RECORDS SUPPLIED Start Marker
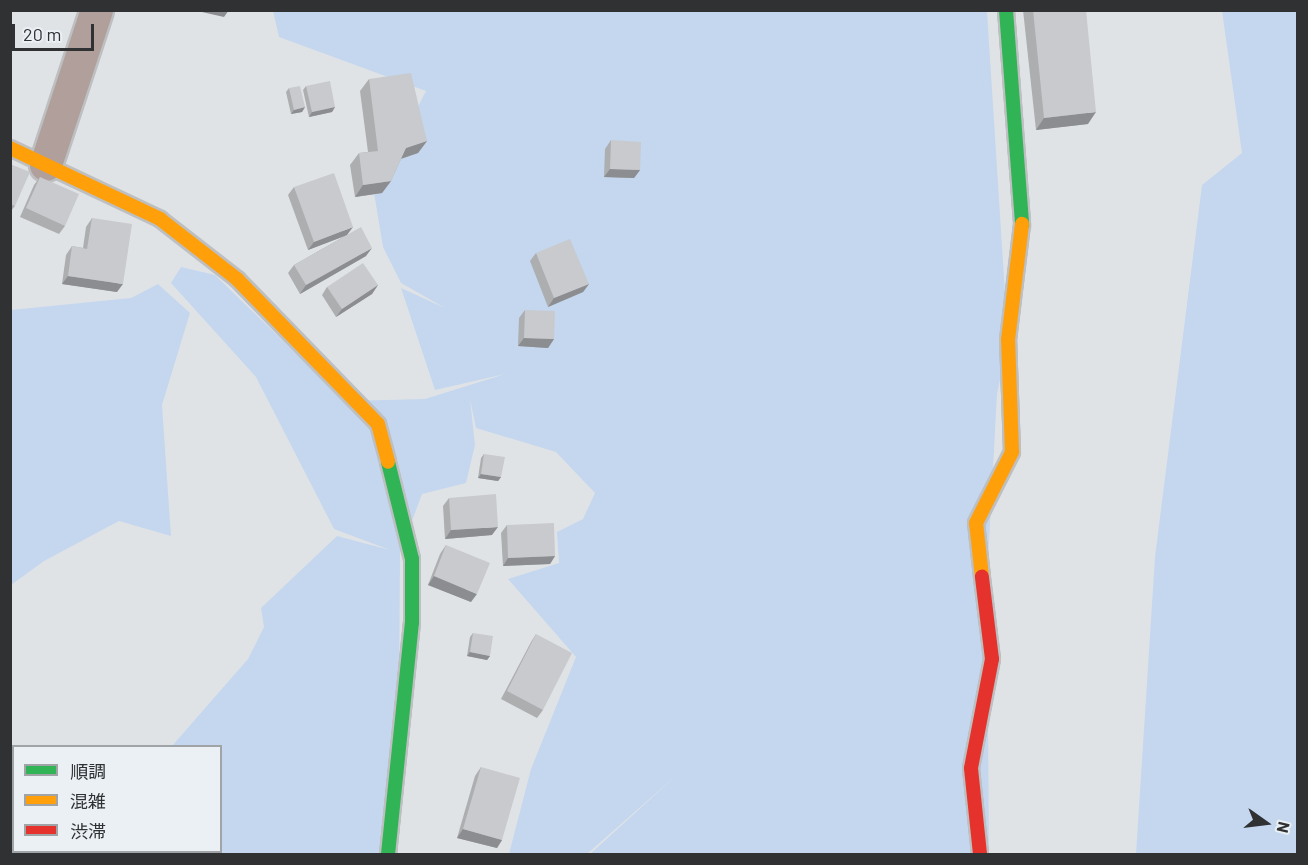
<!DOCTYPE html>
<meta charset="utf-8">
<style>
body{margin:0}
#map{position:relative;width:1308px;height:865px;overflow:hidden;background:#e0e3e6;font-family:Barlow,"Noto Sans JP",sans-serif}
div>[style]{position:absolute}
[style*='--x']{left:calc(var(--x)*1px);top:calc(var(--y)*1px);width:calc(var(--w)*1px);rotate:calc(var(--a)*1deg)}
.green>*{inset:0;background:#c4d7ef}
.roads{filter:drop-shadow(2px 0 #bdbfc1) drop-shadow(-2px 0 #bdbfc1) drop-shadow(0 2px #bdbfc1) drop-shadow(0 -2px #bdbfc1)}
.street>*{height:32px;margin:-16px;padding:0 16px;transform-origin:16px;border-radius:16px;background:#b09f9a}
.fast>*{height:14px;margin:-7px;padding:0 7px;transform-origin:7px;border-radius:7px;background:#30b455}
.slow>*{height:14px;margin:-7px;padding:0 7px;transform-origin:7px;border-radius:7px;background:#ff9f0a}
.jam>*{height:14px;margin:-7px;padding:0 7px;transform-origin:7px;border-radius:7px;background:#e5322d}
.wall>*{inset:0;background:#acaeb0}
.shaded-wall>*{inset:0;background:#8c8d90}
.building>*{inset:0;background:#c8cacd}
span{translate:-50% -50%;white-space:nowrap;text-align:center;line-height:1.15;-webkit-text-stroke:4.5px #ebf0f5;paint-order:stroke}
.frame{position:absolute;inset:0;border:12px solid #2f3133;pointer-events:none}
.legend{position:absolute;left:12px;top:745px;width:210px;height:108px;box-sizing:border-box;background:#ebf0f5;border:2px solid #a0a4a7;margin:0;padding:8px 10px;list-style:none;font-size:18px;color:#2f3133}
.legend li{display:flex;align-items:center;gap:12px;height:30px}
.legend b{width:30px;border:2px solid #a0a4a7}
.north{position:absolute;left:1236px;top:793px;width:60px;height:60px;-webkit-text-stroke:4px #ebf0f5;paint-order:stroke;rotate:104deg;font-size:16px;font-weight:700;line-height:24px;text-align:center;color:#2f3133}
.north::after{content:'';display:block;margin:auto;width:21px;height:27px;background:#2f3133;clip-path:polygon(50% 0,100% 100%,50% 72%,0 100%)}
.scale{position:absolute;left:12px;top:24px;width:82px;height:27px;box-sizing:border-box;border:3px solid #2f3133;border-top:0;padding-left:8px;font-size:18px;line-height:21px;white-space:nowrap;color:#2f3133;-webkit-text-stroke:4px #ebf0f5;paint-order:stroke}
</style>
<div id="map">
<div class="green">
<div style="clip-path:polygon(273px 11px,987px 11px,1008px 340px,997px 394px,987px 580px,989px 854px,590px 854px,679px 773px,587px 854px,509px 854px,531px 769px,576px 657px,508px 579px,559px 563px,557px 532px,583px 519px,595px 493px,556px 452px,476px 428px,470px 399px,475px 445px,466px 483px,422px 494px,400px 553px,398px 854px,74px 854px,220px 852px,220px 746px,172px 746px,248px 659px,264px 627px,261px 608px,337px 536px,390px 550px,334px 529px,256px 377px,171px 283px,181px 267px,215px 275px,345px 401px,425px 399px,505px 374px,435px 390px,401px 288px,445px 308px,401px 283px,383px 247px,374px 193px,426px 91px,279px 37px)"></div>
<div style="clip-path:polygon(1222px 11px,1297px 11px,1297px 854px,1136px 854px,1155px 557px,1202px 185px,1242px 153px)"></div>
<div style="clip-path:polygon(158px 284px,190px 313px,162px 405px,171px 536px,119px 521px,44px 561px,11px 585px,11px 310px,131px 298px)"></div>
</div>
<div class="roads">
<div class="street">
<div style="--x:46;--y:165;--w:163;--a:-71.8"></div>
</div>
<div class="fast">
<div style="--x:1006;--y:10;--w:215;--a:85.7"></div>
<div style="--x:388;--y:462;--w:100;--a:76.1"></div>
<div style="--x:412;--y:559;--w:63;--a:90"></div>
<div style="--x:412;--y:622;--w:233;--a:95.9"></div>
</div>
<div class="slow">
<div style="--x:10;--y:148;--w:166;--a:25.3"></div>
<div style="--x:160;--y:219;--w:98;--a:37.9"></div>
<div style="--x:237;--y:279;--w:202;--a:45.8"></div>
<div style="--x:378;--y:424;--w:39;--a:75"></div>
<div style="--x:982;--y:577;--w:54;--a:-96.3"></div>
<div style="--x:976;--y:523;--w:80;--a:-63.1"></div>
<div style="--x:1012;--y:452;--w:112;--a:-92"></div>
<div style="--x:1008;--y:340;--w:117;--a:-83.1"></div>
</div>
<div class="jam">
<div style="--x:980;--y:854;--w:86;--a:-96"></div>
<div style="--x:971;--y:768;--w:111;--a:-79.1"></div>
<div style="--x:992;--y:659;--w:83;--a:-97"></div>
</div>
</div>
<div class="wall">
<div style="clip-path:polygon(1023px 10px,1086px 10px,1088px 124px,1036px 130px)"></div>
<div style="clip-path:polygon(369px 79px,427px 141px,418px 153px,401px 159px,391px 181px,382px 193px,355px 197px,350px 165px,359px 153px,368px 152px,360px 91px)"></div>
<div style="clip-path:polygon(306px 86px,335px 107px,332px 112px,309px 117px,303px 90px)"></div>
<div style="clip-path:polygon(289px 88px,305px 107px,302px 112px,291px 114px,286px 92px)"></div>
<div style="clip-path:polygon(611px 140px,640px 170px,634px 178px,604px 177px,605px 149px)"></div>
<div style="clip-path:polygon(10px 164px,15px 206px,10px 212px)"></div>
<div style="clip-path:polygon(40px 177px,65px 226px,59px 234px,20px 217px,34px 185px)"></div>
<div style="clip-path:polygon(294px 187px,348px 235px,366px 256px,300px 294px,288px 273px,294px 265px,345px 236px,308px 250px,288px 195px)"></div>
<div style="clip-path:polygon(92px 218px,117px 292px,62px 284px,66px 255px,72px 246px,83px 248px,86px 227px)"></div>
<div style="clip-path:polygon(536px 253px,589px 284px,583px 292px,548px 307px,530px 261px)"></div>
<div style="clip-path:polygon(378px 285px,372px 294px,336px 317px,322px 295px,327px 287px)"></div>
<div style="clip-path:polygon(525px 310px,554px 339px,548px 348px,518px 346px,519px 318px)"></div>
<div style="clip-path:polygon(484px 454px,501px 477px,498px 481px,478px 478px,481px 458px)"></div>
<div style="clip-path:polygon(449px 498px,492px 535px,445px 539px,443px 506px)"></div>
<div style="clip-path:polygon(507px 525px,555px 556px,550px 564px,503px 566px,501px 533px)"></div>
<div style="clip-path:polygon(446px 545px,471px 602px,428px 585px,440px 554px)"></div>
<div style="clip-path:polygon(473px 633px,490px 656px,487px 660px,467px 656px,470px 637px)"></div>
<div style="clip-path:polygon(536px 634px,543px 710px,537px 718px,501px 699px,531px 642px)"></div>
<div style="clip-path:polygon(481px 767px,502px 840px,497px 848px,457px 838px,475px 776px)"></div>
</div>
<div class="shaded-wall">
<div style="clip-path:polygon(193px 10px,229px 10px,224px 17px)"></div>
<div style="clip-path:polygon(305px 107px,302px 112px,291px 114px,294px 110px)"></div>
<div style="clip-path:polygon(335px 107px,332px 112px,309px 117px,312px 112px)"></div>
<div style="clip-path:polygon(1096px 112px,1088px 124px,1036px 130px,1044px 118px)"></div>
<div style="clip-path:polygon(427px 141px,418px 153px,397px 160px,406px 148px)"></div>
<div style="clip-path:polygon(610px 169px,640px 170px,634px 178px,604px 177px)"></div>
<div style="clip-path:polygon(391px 181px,382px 193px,355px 197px,363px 185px)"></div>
<div style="clip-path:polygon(353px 227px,347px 235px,308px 250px,314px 242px)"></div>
<div style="clip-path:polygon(372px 248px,366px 256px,300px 294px,306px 285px)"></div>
<div style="clip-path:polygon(68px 276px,123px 284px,117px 292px,62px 284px)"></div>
<div style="clip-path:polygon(589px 284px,583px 292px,548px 307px,554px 298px)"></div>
<div style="clip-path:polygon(378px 285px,372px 294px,336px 317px,342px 309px)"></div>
<div style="clip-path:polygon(524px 338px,554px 339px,548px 348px,518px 346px)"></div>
<div style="clip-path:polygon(481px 474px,501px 477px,498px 481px,478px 478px)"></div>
<div style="clip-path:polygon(498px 527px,492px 535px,445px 539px,451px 530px)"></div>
<div style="clip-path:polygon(555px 556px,550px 564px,503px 566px,508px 558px)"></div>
<div style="clip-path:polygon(434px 576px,477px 594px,471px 602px,428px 585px)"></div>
<div style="clip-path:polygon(470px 652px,490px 656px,487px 660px,467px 656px)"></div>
<div style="clip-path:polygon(463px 829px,502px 840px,497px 848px,457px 838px)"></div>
</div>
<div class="building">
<div style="clip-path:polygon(1033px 10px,1086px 10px,1096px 112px,1044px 118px)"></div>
<div style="clip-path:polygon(411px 73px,427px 141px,406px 148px,391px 181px,363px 185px,359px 153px,378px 151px,369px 79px)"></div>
<div style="clip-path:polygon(330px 81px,335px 107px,312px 112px,306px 86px)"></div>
<div style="clip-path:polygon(300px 86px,305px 107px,294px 110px,289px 88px)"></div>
<div style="clip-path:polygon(611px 140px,641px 142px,640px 170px,610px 169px)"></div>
<div style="clip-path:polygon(10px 164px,30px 172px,15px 206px,10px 204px)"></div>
<div style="clip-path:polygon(334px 173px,353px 227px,314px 242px,294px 187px)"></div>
<div style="clip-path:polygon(40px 177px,79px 194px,65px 226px,26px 208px)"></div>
<div style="clip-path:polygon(92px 218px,132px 224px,123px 284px,68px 276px,72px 246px,87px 249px)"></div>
<div style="clip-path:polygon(361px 227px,372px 248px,306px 285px,294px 265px)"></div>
<div style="clip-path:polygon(570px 239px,589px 284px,554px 298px,536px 253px)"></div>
<div style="clip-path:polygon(363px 263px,378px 285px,342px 309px,327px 287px)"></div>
<div style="clip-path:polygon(525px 310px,555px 311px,554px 339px,524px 338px)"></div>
<div style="clip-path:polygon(484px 454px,505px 457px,501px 477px,481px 474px)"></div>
<div style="clip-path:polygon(496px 494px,498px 527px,451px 530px,449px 498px)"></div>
<div style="clip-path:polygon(554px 523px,555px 556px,508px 558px,507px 525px)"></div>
<div style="clip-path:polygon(446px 545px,490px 563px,477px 594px,434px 576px)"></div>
<div style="clip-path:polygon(473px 633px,493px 636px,490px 656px,470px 652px)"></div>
<div style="clip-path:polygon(536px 634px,572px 653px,543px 710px,507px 691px)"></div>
<div style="clip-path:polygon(481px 767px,520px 778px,502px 840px,463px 829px)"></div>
</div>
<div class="frame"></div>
<ul class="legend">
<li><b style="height:8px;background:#30b455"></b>順調</li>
<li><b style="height:8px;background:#ff9f0a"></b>混雑</li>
<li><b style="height:8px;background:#e5322d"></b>渋滞</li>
</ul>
<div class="north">N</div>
<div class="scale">20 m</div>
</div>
RECORDS SUPPLIED End Marker
### INSTRUCTIONS TO FOLLOW:
What lines in the listing above contain the word "shaded"? Show each one.

### EXERCISE RESPONSE:
.shaded-wall>*{inset:0;background:#8c8d90}
<div class="shaded-wall">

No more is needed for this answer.